La división y autonomía de poderes forzaba al parlamento a elaborar las leyes a las cuales un gobierno –todo gobierno– estaba sometido

Actualizada 10:42

1 de julio de 1985. A los más jóvenes, seguro, nada de extraordinario les suena en esa fecha. Y, sin embargo, en ese día fue enterrada la democracia española. Al menos, si nos tomamos el concepto de democracia en serio. Porque, a fuerza de repetirlo y manosearlo, un término es ajado hasta no significar ya nada. «Democracia», en distintos tonos enfatizada, ha sido lugar común de todas las retóricas políticas modernas: adornada con adjetivos a la medida (social, nacional, popular, sindicalista, orgánica…) o, más elegantemente, depurada de ellos. Pero un concepto que sirve para todo, no sirve para nada. La «democracia» moderna, si queremos no degradar sus ventajas –inmensas para quienes sufrieron otras cosas–, exige de nosotros que abordemos definirla como una determinada organización del Estado; y que exijamos detectar y corregir las corrupciones a las que fue sometida.
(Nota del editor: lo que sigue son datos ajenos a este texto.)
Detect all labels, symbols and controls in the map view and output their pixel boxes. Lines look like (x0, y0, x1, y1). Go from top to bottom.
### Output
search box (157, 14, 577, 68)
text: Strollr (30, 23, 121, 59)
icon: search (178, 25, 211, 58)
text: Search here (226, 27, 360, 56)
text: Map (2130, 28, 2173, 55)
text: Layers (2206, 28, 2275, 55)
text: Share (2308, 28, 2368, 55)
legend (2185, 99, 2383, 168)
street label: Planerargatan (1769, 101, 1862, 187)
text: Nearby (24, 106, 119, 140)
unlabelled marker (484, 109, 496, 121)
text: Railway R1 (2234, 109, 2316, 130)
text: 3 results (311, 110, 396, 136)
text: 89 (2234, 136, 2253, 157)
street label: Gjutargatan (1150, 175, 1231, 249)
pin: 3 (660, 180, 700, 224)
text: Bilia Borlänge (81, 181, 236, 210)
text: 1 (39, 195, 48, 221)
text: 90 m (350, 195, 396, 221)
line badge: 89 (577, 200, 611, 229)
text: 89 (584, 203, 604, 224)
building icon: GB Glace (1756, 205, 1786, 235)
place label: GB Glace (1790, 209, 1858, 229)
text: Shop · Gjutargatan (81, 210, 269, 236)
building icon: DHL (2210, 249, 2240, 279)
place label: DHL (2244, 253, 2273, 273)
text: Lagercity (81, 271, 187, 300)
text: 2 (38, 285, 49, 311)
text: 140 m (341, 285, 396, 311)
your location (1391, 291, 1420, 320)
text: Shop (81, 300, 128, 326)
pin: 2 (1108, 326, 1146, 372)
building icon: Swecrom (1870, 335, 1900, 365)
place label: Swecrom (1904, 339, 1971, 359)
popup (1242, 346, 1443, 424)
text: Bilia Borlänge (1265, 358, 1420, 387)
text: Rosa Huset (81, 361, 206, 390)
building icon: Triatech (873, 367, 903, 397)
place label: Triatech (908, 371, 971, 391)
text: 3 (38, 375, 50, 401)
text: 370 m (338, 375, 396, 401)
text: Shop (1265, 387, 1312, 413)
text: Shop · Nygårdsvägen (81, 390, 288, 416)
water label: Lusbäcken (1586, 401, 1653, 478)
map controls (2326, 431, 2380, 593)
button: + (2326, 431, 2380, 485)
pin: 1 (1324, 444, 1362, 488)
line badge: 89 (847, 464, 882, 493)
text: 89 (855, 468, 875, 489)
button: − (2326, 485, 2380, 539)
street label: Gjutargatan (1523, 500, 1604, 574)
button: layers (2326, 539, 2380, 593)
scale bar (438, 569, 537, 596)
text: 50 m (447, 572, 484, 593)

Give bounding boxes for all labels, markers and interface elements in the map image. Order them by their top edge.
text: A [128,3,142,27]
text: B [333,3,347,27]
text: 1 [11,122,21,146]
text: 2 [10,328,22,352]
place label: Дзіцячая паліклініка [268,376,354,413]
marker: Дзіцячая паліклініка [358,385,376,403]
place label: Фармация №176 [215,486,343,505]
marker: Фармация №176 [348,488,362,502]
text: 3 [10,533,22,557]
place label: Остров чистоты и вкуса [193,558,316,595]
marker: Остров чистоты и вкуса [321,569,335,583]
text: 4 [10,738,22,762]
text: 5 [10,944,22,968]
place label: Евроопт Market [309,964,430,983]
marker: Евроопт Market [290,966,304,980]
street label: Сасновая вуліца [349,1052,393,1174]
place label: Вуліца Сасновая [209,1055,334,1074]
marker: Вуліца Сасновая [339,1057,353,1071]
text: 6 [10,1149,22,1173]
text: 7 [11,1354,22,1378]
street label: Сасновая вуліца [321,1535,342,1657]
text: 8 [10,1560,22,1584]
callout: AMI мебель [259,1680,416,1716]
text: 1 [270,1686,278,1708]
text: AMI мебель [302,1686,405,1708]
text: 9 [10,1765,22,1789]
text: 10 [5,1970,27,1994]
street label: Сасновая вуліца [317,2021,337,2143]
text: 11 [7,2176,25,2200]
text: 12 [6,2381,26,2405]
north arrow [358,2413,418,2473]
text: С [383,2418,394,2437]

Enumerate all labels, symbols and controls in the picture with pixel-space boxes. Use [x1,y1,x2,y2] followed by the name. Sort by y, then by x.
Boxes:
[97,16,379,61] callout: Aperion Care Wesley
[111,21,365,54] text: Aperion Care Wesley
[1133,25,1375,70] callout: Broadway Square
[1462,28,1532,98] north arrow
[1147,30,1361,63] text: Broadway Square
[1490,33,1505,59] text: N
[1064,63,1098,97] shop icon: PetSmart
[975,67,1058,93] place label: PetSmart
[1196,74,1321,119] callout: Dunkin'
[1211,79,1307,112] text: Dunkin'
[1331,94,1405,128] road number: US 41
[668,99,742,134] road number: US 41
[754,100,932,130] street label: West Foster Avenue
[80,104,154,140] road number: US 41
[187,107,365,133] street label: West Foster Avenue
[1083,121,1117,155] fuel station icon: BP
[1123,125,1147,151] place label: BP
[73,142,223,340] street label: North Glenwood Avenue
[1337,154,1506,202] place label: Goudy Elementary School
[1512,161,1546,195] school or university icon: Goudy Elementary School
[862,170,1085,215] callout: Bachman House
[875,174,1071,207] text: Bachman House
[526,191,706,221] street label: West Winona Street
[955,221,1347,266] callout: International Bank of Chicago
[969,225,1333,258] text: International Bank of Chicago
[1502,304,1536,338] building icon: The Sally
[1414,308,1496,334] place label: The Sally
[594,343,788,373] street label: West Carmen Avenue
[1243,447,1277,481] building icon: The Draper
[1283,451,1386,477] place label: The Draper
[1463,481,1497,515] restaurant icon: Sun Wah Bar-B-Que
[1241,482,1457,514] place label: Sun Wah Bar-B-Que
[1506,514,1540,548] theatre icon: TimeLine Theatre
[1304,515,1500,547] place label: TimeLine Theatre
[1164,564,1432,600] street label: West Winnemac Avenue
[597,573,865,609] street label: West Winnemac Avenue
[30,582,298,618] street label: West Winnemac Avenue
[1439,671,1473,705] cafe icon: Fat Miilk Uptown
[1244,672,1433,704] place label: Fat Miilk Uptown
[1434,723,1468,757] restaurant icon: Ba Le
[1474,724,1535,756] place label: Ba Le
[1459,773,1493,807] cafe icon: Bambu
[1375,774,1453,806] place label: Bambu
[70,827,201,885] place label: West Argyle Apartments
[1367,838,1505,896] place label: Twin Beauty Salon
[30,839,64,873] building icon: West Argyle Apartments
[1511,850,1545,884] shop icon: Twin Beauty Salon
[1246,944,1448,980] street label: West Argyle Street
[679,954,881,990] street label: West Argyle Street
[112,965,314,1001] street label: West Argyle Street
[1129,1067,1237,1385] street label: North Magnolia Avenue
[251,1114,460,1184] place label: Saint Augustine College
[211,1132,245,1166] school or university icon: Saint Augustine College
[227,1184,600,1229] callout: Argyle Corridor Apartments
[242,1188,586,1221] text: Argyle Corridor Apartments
1 de julio, pues. Ley orgánica 6/1985. Acerca del Poder judicial. La anécdota la pone el tan dicharachero –y tan parcamente ilustrado– Alfonso Guerra: «hay que enterrar a Montesquieu»; proyecto académico mayor, sin duda. Tras el cual no había más que un mustio enfado partidista. El Constitucional había disentido del criterio socialista sobre el aborto. Y el vicepresidente salía al quite del arrogante gobierno de Felipe González: «Si el fallo del Tribunal Constitucional sobre el aborto nos es desfavorable, habrá que poner en marcha la máquina de hacer indultos. Las leyes no pueden permanecer paradas por doce personas que además no han sido elegidas por las urnas». Que la ley hubiera sido definida por Montesquieu –y por todo el garantismo posterior– como única protección del ciudadano frente a un ejecutivo cuyo inmenso poderío podría laminarlo sin apenas mover un meñique, no afectaba a tal providencialismo: todo cuanto se le antoje el jefe, no sólo es ley, es imperativo categórico para la moral ciudadana. Hay quien podría llamar a eso un deseo totalitario. Pero evitemos la retórica. Peligroso, sí que era. En la tradición alemana de 1934, eso se formulaba en un axioma brillante: «El Führer es fuente de derecho».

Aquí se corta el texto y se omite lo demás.